**What to work on**
Using the listing that follows, return every line with the word "function".

+ + + +

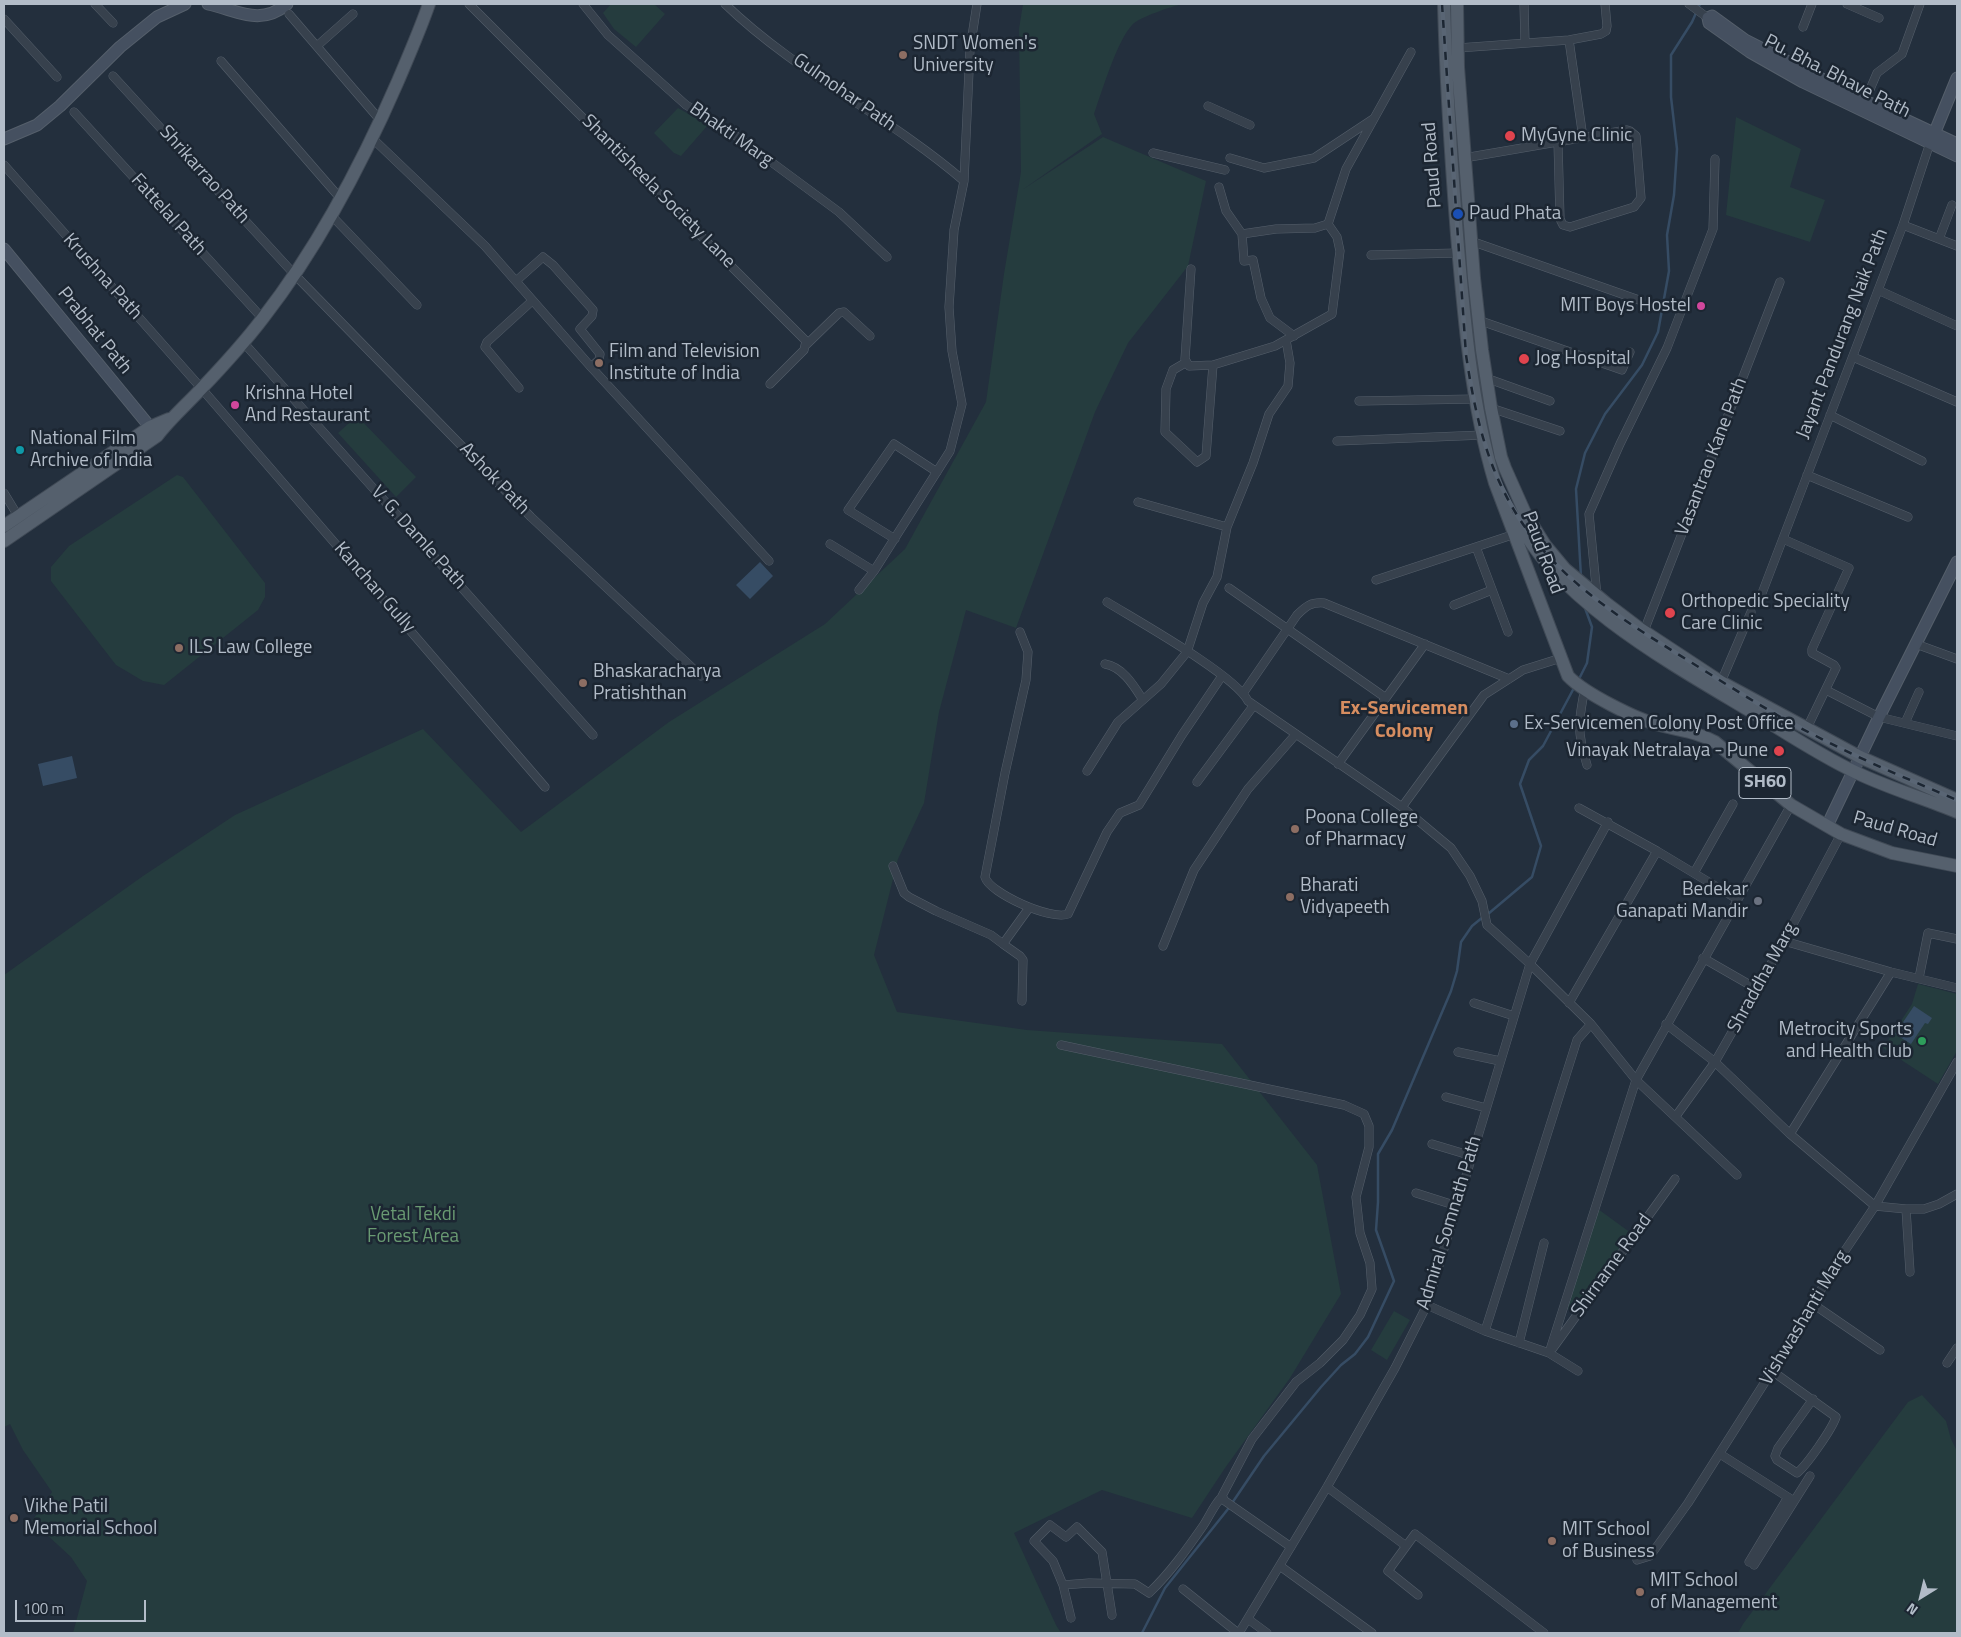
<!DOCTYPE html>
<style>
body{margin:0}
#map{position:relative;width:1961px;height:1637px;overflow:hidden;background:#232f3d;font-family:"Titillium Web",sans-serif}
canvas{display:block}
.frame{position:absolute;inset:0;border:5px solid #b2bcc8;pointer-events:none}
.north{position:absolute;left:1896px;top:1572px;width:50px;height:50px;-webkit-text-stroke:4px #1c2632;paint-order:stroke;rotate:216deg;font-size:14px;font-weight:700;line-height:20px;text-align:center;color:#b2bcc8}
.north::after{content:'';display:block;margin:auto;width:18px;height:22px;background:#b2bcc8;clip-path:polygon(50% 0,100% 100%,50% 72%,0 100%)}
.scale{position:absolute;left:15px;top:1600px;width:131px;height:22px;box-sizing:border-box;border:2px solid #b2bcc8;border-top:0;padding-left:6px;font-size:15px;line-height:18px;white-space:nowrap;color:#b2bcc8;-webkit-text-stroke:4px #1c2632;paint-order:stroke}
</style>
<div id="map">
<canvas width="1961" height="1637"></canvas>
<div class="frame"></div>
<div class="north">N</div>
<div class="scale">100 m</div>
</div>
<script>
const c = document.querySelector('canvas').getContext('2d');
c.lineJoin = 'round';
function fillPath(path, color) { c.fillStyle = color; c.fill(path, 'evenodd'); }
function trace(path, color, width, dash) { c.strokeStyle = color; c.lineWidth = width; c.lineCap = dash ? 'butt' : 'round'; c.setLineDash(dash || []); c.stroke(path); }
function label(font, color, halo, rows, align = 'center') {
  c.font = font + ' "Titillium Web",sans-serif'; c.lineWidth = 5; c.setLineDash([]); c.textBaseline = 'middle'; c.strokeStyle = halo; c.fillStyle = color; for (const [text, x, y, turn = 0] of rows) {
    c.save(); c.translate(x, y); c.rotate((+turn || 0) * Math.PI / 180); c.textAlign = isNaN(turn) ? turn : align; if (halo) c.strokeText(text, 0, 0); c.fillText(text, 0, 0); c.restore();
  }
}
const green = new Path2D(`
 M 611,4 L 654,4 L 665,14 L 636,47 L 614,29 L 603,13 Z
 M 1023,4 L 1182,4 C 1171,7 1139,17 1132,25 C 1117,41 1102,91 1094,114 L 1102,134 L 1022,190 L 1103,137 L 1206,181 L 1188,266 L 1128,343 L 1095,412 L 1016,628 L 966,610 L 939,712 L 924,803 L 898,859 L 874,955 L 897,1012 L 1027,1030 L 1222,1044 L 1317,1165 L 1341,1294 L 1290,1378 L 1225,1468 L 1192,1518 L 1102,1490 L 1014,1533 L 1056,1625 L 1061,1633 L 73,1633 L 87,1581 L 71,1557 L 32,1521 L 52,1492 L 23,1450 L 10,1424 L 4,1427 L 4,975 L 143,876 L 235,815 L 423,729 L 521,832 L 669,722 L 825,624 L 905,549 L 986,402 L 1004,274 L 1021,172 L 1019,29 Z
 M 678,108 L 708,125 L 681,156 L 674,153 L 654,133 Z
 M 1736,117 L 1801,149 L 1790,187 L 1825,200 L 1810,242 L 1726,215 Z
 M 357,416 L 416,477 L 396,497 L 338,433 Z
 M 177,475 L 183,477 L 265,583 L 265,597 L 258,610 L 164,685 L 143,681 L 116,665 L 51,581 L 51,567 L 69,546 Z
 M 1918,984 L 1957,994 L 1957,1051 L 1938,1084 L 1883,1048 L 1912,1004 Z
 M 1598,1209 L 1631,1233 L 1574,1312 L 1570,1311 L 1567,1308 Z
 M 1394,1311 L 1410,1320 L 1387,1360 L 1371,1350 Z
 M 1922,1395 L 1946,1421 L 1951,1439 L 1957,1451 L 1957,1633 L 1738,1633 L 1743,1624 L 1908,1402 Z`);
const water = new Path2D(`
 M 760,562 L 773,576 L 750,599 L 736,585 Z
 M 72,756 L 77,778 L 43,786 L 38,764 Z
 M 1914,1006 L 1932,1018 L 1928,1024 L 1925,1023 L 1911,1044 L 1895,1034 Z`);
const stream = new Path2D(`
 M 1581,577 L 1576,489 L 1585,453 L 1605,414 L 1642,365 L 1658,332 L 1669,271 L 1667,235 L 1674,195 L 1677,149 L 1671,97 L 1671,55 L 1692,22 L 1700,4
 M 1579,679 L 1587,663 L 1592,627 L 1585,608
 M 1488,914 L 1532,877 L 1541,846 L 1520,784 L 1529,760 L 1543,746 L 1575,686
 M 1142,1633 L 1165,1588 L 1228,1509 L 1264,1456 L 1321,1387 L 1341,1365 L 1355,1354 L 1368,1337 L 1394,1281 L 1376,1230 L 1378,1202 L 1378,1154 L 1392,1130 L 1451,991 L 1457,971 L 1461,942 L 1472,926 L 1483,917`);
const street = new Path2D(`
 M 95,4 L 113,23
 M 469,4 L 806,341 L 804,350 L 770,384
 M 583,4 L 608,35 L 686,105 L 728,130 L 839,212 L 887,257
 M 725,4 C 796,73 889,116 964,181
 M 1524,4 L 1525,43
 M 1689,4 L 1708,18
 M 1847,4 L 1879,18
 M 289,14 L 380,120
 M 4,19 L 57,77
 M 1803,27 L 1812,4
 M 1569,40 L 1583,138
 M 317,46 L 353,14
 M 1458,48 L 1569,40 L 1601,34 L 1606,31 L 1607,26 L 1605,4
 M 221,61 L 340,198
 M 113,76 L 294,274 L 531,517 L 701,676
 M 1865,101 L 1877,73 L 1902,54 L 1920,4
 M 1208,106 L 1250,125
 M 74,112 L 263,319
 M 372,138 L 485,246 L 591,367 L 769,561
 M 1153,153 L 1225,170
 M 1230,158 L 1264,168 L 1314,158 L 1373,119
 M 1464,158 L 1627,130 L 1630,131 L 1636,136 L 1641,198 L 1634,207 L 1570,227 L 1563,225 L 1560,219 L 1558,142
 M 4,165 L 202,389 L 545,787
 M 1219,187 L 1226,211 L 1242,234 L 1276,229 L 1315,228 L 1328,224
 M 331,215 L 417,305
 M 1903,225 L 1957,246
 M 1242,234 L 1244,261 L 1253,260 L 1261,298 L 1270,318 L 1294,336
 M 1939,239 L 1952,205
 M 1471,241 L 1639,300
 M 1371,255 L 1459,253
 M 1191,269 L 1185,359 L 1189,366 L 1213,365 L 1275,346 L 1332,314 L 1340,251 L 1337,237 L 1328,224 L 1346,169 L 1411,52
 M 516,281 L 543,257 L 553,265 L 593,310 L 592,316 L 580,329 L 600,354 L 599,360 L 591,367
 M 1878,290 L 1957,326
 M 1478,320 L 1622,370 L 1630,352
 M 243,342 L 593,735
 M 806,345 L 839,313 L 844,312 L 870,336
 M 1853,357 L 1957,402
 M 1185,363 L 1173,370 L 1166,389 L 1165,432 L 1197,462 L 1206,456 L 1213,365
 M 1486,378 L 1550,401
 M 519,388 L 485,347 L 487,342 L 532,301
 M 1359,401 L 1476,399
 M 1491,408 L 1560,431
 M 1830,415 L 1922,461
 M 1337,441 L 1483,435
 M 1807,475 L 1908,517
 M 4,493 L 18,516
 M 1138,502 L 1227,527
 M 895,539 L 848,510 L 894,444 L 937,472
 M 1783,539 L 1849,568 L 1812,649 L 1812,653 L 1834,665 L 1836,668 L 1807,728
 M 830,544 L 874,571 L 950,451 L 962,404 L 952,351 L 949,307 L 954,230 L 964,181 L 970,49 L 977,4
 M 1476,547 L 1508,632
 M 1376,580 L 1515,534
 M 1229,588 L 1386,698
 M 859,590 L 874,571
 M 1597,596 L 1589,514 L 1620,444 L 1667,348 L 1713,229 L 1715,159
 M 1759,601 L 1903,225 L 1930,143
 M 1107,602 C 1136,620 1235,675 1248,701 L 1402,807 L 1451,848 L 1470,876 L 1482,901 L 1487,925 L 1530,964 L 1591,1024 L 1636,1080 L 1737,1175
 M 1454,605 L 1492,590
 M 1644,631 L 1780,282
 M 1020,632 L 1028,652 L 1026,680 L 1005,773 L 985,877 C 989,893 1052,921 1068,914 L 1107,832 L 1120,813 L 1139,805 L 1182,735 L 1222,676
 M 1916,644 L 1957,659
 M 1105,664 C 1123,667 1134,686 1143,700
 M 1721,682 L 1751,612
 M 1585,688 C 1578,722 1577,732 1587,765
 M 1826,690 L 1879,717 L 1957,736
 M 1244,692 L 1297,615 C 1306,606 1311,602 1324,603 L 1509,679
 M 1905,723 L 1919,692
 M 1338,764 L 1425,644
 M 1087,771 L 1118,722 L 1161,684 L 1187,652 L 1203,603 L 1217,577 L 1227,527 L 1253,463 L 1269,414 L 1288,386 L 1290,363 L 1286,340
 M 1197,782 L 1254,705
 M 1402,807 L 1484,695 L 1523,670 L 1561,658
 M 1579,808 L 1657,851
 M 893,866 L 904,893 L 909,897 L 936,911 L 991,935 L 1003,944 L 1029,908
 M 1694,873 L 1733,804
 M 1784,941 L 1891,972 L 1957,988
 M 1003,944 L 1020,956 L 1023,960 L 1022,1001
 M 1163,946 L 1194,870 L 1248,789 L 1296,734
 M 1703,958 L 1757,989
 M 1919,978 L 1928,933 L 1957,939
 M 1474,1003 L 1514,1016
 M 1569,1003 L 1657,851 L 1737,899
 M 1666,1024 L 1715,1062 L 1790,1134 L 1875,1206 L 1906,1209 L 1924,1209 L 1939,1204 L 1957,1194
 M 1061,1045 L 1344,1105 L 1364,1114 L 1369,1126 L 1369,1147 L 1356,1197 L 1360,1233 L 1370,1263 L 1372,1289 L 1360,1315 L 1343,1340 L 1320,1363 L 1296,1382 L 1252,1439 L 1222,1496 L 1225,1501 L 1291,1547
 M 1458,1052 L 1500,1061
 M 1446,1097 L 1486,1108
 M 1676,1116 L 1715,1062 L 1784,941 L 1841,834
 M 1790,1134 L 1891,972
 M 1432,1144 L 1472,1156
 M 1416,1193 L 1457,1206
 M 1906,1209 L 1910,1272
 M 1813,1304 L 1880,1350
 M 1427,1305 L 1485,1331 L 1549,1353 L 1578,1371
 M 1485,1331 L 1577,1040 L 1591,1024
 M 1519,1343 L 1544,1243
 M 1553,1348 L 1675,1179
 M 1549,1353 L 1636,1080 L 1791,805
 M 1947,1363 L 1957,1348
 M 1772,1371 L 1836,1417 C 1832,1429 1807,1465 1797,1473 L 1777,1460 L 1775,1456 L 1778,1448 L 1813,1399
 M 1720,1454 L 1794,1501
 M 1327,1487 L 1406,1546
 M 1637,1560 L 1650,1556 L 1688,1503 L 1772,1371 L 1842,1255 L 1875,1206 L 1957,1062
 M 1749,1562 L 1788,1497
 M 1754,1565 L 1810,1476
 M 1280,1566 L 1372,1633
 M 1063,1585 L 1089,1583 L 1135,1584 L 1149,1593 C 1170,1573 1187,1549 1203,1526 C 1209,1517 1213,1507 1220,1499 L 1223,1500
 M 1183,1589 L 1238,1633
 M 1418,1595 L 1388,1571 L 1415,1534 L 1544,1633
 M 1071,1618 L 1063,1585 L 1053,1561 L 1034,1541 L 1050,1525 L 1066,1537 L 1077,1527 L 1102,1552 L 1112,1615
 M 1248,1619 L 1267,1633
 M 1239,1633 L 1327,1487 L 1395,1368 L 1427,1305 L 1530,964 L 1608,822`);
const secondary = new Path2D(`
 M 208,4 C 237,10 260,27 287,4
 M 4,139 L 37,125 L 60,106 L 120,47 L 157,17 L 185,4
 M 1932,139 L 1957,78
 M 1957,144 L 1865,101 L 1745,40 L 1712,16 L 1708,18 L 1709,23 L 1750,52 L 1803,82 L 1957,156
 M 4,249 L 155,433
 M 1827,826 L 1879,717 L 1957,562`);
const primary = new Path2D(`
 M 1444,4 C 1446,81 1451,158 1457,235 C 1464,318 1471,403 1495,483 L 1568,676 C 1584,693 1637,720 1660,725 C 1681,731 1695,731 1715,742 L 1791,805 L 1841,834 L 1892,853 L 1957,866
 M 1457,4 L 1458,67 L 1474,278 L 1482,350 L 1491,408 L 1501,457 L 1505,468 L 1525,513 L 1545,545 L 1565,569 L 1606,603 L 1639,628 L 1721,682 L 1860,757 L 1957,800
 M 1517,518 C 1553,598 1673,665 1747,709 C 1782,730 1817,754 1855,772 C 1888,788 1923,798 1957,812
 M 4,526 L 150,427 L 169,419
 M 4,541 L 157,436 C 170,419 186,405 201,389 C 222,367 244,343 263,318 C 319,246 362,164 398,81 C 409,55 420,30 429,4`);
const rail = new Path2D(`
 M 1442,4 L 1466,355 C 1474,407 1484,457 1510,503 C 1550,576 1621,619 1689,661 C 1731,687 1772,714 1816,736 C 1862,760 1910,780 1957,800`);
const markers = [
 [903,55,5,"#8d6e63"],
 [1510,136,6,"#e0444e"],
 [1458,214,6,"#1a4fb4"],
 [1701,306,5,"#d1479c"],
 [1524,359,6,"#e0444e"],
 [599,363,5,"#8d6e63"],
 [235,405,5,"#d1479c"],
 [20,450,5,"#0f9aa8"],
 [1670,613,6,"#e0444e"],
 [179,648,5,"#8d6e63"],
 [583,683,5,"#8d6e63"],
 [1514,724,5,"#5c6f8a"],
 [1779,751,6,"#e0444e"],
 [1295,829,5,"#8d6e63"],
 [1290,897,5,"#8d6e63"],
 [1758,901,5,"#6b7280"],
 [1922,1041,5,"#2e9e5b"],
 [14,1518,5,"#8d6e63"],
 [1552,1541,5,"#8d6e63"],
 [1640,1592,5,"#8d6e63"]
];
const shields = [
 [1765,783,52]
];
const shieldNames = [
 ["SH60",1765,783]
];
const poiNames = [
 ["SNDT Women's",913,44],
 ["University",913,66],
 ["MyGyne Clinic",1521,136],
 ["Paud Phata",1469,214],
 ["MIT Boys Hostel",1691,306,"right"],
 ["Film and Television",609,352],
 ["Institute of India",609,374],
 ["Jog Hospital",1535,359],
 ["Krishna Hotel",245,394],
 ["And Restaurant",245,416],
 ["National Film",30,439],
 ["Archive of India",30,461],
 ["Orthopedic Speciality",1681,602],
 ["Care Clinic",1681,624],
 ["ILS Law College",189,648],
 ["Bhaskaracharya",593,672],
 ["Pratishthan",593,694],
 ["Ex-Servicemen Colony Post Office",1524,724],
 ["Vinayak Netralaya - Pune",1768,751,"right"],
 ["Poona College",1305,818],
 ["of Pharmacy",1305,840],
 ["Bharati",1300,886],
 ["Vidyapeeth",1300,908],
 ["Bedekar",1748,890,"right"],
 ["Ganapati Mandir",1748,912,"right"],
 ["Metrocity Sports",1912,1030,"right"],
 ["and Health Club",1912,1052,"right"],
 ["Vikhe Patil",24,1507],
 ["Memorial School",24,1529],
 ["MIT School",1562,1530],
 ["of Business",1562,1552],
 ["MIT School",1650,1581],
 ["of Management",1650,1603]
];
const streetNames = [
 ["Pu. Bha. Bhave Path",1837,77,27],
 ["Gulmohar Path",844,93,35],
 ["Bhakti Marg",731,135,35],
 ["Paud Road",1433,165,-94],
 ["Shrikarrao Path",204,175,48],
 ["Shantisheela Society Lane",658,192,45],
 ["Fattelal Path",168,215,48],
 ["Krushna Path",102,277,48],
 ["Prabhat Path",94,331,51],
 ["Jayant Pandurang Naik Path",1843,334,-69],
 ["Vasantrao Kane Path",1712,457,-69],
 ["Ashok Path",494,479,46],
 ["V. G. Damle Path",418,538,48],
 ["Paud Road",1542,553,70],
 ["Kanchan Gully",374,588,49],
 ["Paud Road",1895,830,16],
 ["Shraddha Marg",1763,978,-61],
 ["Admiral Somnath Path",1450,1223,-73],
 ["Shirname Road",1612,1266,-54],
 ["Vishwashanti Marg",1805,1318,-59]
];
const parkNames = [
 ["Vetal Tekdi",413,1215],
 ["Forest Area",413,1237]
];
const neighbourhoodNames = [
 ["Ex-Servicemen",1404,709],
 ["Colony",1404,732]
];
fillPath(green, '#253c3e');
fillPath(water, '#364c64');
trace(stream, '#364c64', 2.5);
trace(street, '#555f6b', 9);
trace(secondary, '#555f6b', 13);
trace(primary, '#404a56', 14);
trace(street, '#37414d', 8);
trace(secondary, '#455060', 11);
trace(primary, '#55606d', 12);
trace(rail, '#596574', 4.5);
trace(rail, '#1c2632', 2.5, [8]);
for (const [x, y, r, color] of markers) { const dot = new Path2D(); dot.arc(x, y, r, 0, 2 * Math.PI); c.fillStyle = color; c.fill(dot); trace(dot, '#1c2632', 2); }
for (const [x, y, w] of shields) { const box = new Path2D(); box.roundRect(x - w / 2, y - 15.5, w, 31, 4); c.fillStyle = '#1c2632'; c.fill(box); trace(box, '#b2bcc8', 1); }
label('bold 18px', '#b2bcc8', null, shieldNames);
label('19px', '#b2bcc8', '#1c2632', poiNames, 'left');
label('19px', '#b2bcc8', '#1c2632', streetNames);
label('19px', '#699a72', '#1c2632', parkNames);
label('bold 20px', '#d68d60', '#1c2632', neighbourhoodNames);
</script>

+ + + +

**Output**
function fillPath(path, color) { c.fillStyle = color; c.fill(path, 'evenodd'); }
function trace(path, color, width, dash) { c.strokeStyle = color; c.lineWidth = width; c.lineCap = dash ? 'butt' : 'round'; c.setLineDash(dash || []); c.stroke(path); }
function label(font, color, halo, rows, align = 'center') {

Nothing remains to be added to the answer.